**Exercise goal:** The answer must be an exact copy of every entry, with no pictures in it.

**Material for the task:**

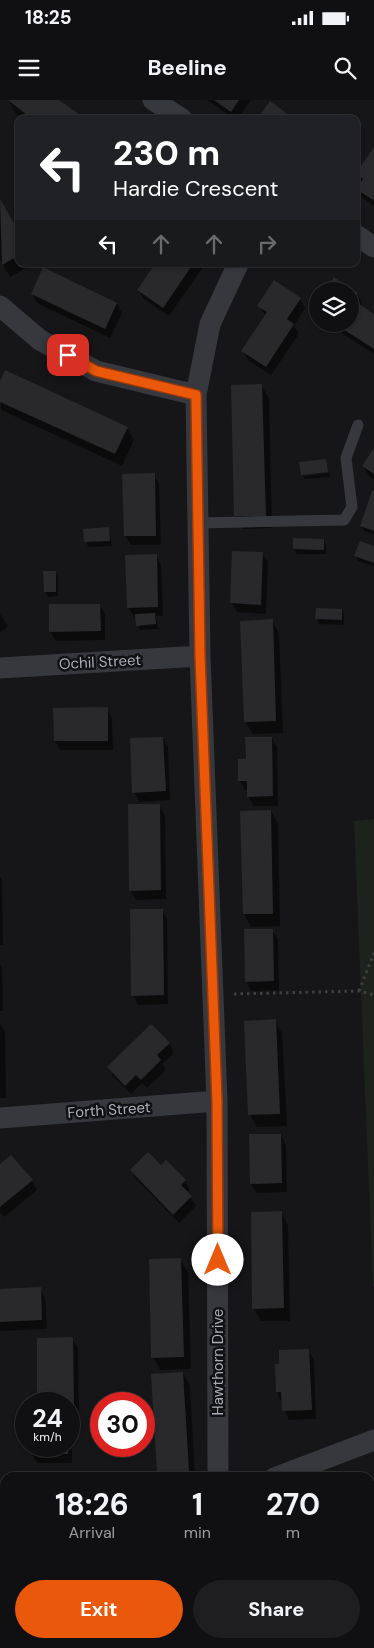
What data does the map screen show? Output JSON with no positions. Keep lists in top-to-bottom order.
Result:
{
  "streets": {
    "street": ["Ochil Street", "Forth Street", "Hawthorn Drive"]
  },
  "crossings": [
    ["Ochil Street", "Hawthorn Drive"],
    ["Forth Street", "Hawthorn Drive"]
  ],
  "page": {
    "status": "18:25",
    "header": "Beeline",
    "turn": ["230 m", "Hardie Crescent"],
    "speed": "24 km/h",
    "limit": "30",
    "eta": [
      "18:26",
      "Arrival",
      "1",
      "min",
      "270",
      "m"
    ],
    "buttons": ["Exit", "Share"]
  }
}
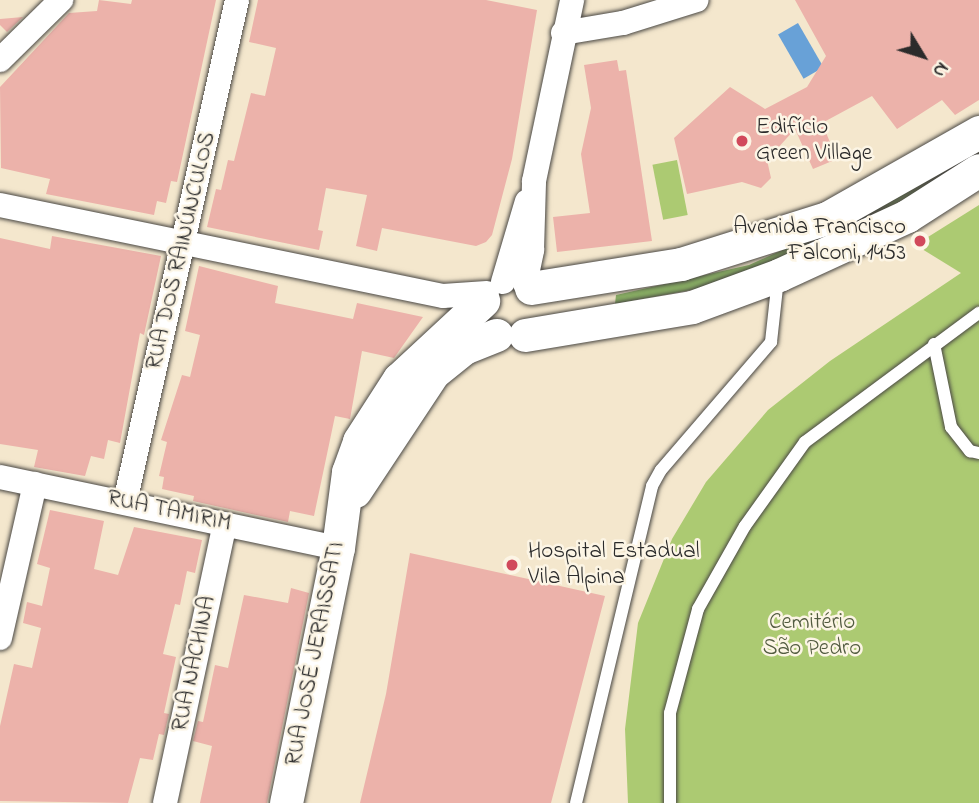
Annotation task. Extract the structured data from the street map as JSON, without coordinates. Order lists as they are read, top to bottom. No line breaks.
{"streets":{"main road":["RUA JOSÉ JERAISSATI"],"street":["RUA DOS RAINÚNCULOS","RUA TAMIRIM","RUA NACHINA"]},"crossings":[["RUA DOS RAINÚNCULOS","RUA TAMIRIM"],["RUA TAMIRIM","RUA JOSÉ JERAISSATI"],["RUA TAMIRIM","RUA NACHINA"]],"parks":["Cemitério São Pedro"],"places":["Edifício Green Village","Avenida Francisco Falconi, 1453","Hospital Estadual Vila Alpina"],"north":"bottom right"}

**Reply to the task:**
What data does the map screen show? Output JSON with no positions. Keep lists in top-to-bottom order.
Result:
{
  "streets": {
    "street": ["Ochil Street", "Forth Street", "Hawthorn Drive"]
  },
  "crossings": [
    ["Ochil Street", "Hawthorn Drive"],
    ["Forth Street", "Hawthorn Drive"]
  ],
  "page": {
    "status": "18:25",
    "header": "Beeline",
    "turn": ["230 m", "Hardie Crescent"],
    "speed": "24 km/h",
    "limit": "30",
    "eta": [
      "18:26",
      "Arrival",
      "1",
      "min",
      "270",
      "m"
    ],
    "buttons": ["Exit", "Share"]
  }
}
Annotation task. Extract the structured data from the street map as JSON, without coordinates. Order lists as they are read, top to bottom. No line breaks.
{"streets":{"main road":["RUA JOSÉ JERAISSATI"],"street":["RUA DOS RAINÚNCULOS","RUA TAMIRIM","RUA NACHINA"]},"crossings":[["RUA DOS RAINÚNCULOS","RUA TAMIRIM"],["RUA TAMIRIM","RUA JOSÉ JERAISSATI"],["RUA TAMIRIM","RUA NACHINA"]],"parks":["Cemitério São Pedro"],"places":["Edifício Green Village","Avenida Francisco Falconi, 1453","Hospital Estadual Vila Alpina"],"north":"bottom right"}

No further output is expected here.